Dataset entries

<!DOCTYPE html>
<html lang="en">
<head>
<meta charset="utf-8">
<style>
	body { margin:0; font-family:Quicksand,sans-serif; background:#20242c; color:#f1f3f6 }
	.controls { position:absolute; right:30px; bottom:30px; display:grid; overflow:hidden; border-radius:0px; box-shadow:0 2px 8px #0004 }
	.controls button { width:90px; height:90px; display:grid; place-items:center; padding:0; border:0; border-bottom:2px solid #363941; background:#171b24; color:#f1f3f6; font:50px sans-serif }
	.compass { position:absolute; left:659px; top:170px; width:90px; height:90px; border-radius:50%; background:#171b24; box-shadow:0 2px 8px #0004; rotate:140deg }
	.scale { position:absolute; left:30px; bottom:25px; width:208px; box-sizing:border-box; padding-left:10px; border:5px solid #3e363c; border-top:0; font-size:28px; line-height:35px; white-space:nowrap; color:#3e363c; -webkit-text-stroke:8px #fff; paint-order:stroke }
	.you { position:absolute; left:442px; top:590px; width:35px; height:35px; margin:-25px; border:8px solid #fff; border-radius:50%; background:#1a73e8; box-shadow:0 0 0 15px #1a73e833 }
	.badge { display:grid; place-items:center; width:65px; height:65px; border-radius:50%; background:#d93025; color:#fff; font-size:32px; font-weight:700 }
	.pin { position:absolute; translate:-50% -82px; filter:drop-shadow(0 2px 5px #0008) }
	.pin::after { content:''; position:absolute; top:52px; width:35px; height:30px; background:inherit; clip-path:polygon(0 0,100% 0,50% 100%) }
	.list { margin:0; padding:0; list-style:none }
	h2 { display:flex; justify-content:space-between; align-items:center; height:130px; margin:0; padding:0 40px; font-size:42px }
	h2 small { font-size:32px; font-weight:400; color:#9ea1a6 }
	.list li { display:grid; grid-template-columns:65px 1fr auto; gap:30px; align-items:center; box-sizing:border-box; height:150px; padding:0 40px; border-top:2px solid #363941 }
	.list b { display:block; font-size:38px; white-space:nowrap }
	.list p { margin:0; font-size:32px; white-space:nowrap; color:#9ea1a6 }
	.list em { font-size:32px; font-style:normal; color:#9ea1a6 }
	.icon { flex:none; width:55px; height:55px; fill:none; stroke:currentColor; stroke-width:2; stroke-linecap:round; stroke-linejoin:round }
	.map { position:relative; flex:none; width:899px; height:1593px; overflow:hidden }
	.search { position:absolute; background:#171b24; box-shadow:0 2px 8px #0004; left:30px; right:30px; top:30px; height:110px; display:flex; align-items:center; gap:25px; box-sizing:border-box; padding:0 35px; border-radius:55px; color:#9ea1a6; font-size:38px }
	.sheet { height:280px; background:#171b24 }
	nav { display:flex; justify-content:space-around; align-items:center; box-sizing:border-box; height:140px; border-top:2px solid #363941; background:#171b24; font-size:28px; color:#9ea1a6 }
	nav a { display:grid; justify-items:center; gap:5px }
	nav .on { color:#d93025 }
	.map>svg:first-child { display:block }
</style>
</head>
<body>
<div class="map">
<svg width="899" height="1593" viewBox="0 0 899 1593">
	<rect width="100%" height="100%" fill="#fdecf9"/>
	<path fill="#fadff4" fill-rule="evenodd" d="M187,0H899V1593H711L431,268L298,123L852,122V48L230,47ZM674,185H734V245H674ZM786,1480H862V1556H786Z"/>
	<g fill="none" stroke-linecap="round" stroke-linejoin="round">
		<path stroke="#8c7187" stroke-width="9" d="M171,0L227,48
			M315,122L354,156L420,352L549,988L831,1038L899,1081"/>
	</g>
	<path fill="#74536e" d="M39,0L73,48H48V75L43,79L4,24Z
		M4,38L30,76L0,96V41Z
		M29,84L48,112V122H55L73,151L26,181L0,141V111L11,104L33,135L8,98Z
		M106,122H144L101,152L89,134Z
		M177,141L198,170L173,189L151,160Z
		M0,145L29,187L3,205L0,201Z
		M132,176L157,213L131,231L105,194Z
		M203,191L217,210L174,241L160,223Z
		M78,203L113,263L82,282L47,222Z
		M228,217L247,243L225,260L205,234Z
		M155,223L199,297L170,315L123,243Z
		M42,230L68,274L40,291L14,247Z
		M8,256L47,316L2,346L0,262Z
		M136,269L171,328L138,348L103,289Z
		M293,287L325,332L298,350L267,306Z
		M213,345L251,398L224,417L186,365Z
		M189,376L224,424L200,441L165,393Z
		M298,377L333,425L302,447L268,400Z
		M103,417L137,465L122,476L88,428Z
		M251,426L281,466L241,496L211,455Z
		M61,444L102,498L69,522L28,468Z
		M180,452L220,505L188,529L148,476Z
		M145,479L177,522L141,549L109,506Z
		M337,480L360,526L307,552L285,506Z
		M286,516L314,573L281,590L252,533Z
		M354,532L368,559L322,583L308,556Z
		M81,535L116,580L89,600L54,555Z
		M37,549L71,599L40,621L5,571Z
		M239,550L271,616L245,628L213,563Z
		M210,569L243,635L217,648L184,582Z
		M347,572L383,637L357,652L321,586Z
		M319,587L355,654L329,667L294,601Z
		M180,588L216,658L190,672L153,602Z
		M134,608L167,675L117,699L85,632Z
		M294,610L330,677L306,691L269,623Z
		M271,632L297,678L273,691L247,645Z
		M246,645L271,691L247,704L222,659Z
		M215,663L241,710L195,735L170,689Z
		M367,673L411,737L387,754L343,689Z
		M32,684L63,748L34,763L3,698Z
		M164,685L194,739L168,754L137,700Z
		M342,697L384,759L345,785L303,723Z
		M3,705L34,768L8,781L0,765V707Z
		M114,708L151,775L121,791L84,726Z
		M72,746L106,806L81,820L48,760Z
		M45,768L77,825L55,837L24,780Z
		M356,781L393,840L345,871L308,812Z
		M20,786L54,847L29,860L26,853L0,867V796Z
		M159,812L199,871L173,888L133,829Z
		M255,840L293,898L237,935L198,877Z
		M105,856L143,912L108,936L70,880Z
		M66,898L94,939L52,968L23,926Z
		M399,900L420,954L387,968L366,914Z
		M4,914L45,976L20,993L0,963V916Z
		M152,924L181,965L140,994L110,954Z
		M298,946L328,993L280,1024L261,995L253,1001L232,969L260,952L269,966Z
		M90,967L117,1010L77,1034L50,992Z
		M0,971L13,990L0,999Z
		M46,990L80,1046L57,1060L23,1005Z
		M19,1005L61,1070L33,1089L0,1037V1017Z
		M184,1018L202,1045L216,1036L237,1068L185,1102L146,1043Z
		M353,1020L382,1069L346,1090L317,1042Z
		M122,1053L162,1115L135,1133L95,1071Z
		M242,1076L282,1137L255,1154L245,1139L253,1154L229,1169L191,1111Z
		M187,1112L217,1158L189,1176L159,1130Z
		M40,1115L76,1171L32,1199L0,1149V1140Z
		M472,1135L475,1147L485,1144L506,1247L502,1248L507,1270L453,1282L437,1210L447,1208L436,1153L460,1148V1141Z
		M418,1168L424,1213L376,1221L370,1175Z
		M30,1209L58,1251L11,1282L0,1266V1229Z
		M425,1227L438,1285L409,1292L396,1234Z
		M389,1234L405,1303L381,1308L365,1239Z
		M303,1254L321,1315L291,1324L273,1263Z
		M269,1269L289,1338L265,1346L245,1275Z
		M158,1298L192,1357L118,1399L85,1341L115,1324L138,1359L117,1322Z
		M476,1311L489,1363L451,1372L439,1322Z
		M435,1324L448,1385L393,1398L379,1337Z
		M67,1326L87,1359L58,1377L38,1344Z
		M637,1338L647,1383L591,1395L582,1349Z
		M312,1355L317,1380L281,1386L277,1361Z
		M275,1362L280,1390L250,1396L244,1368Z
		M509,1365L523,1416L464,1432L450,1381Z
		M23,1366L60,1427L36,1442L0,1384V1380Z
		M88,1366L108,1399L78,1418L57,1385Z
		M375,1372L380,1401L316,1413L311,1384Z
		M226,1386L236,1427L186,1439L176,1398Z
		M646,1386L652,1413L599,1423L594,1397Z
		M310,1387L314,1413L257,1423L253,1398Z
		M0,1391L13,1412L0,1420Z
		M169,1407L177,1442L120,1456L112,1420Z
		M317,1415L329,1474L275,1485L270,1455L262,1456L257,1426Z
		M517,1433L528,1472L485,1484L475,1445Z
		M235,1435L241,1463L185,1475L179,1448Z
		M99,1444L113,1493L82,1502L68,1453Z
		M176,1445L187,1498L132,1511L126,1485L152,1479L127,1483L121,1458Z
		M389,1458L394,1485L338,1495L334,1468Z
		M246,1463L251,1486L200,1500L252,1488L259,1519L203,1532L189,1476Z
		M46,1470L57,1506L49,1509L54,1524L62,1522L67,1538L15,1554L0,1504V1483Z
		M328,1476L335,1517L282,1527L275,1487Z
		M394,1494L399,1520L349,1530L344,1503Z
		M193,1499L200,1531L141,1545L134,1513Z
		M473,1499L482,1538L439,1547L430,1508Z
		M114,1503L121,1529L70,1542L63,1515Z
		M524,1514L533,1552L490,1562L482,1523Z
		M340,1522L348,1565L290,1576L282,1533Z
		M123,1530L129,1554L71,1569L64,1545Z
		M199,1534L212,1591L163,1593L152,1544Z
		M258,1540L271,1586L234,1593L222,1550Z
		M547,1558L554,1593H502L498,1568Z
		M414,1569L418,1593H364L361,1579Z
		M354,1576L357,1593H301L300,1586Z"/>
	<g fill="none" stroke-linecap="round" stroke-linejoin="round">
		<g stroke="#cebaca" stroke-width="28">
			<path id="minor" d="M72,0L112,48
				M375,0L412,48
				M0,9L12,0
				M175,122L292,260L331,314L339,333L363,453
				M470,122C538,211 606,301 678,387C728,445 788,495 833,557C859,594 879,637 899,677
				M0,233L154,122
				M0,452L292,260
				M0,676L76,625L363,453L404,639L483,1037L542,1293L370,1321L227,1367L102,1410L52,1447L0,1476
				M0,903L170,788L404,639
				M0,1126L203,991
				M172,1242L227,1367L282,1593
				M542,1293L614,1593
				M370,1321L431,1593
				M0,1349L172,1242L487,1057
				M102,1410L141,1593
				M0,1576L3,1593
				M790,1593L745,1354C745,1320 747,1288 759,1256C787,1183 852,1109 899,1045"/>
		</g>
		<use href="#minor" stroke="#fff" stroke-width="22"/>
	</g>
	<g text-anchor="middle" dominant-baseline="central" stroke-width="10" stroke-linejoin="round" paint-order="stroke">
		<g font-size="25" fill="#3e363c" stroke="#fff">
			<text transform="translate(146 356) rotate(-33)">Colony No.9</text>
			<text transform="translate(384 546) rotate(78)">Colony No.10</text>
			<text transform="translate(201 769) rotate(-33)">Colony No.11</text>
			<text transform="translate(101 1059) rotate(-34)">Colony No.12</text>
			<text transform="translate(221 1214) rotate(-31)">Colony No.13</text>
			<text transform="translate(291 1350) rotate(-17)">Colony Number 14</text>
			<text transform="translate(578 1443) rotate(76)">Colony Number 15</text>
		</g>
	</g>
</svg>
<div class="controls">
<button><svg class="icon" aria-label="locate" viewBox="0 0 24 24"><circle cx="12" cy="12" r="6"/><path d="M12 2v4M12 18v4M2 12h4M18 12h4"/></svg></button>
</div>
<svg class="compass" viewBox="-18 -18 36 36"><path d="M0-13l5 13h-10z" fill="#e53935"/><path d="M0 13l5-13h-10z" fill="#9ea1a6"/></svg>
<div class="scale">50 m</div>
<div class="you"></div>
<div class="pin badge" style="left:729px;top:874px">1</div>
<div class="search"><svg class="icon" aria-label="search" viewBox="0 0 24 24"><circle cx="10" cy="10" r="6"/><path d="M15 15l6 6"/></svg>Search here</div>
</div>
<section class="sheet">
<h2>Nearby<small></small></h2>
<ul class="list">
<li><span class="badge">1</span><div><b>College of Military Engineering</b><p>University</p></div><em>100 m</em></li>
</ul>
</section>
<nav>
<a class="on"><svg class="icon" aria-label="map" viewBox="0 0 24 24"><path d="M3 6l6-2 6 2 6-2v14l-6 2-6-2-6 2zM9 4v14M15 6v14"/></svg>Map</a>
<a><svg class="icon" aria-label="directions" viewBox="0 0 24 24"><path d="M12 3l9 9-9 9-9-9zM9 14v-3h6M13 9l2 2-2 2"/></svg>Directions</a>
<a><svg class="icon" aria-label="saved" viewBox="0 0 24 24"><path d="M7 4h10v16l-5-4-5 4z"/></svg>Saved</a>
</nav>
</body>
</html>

◆ Instructions to follow
Return the entries exactly through the "margin:0; font-size:32px; white-space:nowrap;" line.

◆ Answer section
<!DOCTYPE html>
<html lang="en">
<head>
<meta charset="utf-8">
<style>
	body { margin:0; font-family:Quicksand,sans-serif; background:#20242c; color:#f1f3f6 }
	.controls { position:absolute; right:30px; bottom:30px; display:grid; overflow:hidden; border-radius:0px; box-shadow:0 2px 8px #0004 }
	.controls button { width:90px; height:90px; display:grid; place-items:center; padding:0; border:0; border-bottom:2px solid #363941; background:#171b24; color:#f1f3f6; font:50px sans-serif }
	.compass { position:absolute; left:659px; top:170px; width:90px; height:90px; border-radius:50%; background:#171b24; box-shadow:0 2px 8px #0004; rotate:140deg }
	.scale { position:absolute; left:30px; bottom:25px; width:208px; box-sizing:border-box; padding-left:10px; border:5px solid #3e363c; border-top:0; font-size:28px; line-height:35px; white-space:nowrap; color:#3e363c; -webkit-text-stroke:8px #fff; paint-order:stroke }
	.you { position:absolute; left:442px; top:590px; width:35px; height:35px; margin:-25px; border:8px solid #fff; border-radius:50%; background:#1a73e8; box-shadow:0 0 0 15px #1a73e833 }
	.badge { display:grid; place-items:center; width:65px; height:65px; border-radius:50%; background:#d93025; color:#fff; font-size:32px; font-weight:700 }
	.pin { position:absolute; translate:-50% -82px; filter:drop-shadow(0 2px 5px #0008) }
	.pin::after { content:''; position:absolute; top:52px; width:35px; height:30px; background:inherit; clip-path:polygon(0 0,100% 0,50% 100%) }
	.list { margin:0; padding:0; list-style:none }
	h2 { display:flex; justify-content:space-between; align-items:center; height:130px; margin:0; padding:0 40px; font-size:42px }
	h2 small { font-size:32px; font-weight:400; color:#9ea1a6 }
	.list li { display:grid; grid-template-columns:65px 1fr auto; gap:30px; align-items:center; box-sizing:border-box; height:150px; padding:0 40px; border-top:2px solid #363941 }
	.list b { display:block; font-size:38px; white-space:nowrap }
	.list p { margin:0; font-size:32px; white-space:nowrap; color:#9ea1a6 }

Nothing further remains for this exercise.